Exercise prompt: Below are the records. State how many of their lines contain "Boulevard", with nothing else.

---------- Task data

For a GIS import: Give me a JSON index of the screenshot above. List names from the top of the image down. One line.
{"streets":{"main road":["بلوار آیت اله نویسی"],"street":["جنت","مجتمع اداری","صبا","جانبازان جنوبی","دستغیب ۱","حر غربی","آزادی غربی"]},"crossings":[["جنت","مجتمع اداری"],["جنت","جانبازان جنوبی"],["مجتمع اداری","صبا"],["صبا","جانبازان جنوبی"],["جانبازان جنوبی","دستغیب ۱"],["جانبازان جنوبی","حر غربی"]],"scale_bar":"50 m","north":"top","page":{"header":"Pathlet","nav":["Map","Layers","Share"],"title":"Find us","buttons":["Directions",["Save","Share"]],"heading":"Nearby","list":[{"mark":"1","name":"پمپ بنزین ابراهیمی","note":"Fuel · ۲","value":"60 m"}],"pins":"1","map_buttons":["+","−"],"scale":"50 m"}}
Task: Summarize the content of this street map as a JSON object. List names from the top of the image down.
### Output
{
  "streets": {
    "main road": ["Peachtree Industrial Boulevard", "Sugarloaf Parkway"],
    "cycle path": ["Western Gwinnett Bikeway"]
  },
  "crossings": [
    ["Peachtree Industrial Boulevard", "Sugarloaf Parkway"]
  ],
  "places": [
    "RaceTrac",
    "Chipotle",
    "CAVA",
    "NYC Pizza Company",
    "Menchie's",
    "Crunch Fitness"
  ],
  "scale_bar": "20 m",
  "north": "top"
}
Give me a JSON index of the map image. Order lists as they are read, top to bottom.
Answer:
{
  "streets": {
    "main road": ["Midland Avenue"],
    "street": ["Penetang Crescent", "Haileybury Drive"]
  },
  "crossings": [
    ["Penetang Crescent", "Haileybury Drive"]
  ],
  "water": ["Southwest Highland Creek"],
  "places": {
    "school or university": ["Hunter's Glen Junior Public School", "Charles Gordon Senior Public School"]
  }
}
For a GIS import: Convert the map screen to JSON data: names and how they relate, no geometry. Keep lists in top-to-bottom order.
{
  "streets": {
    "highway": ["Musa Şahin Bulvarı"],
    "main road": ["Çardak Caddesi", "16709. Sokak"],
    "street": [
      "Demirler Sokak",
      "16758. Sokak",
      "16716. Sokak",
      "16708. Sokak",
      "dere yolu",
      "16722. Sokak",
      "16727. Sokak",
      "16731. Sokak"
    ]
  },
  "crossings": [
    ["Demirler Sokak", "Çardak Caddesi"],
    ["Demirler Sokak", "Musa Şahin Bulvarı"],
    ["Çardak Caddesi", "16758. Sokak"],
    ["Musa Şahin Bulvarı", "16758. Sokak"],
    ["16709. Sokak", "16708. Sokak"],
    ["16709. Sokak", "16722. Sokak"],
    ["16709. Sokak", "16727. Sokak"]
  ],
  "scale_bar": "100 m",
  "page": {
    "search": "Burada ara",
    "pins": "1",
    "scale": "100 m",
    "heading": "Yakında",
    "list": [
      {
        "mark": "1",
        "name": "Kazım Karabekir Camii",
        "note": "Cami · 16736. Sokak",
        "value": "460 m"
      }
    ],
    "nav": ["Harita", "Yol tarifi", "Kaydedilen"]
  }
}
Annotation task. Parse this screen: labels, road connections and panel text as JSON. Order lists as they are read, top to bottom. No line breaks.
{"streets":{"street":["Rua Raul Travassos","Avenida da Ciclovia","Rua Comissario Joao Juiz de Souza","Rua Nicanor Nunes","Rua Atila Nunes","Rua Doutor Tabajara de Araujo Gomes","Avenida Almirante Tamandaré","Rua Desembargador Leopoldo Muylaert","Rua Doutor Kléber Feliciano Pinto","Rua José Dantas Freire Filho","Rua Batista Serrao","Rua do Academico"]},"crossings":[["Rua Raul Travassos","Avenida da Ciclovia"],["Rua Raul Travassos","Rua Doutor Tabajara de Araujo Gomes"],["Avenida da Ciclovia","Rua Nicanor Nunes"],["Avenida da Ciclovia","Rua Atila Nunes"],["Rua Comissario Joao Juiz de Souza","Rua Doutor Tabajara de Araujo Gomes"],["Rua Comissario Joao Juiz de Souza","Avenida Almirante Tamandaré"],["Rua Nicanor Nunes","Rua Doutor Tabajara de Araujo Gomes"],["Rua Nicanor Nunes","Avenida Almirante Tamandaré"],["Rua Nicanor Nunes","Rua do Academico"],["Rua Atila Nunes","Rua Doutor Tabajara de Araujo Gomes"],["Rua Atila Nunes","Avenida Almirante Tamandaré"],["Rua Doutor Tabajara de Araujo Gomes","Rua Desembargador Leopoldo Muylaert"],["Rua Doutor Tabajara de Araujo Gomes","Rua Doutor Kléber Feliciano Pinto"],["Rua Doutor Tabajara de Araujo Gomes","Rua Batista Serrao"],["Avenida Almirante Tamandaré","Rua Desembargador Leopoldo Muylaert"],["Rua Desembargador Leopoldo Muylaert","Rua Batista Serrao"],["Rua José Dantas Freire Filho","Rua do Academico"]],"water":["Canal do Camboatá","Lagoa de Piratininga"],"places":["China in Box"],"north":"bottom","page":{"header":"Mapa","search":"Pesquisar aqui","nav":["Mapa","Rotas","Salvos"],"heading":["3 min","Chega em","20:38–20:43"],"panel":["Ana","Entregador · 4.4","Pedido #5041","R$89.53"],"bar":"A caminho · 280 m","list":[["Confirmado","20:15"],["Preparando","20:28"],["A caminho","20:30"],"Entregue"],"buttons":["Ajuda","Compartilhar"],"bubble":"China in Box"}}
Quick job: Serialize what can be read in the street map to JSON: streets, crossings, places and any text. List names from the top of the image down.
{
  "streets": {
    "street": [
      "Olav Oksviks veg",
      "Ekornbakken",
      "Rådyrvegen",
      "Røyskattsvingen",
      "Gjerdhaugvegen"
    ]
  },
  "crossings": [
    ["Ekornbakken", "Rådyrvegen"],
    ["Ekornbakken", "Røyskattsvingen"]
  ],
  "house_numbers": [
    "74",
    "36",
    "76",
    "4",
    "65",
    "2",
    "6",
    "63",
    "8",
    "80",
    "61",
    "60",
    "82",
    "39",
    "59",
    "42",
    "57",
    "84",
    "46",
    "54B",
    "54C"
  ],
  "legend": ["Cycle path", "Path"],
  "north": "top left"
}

--------------------

Problem solution: 2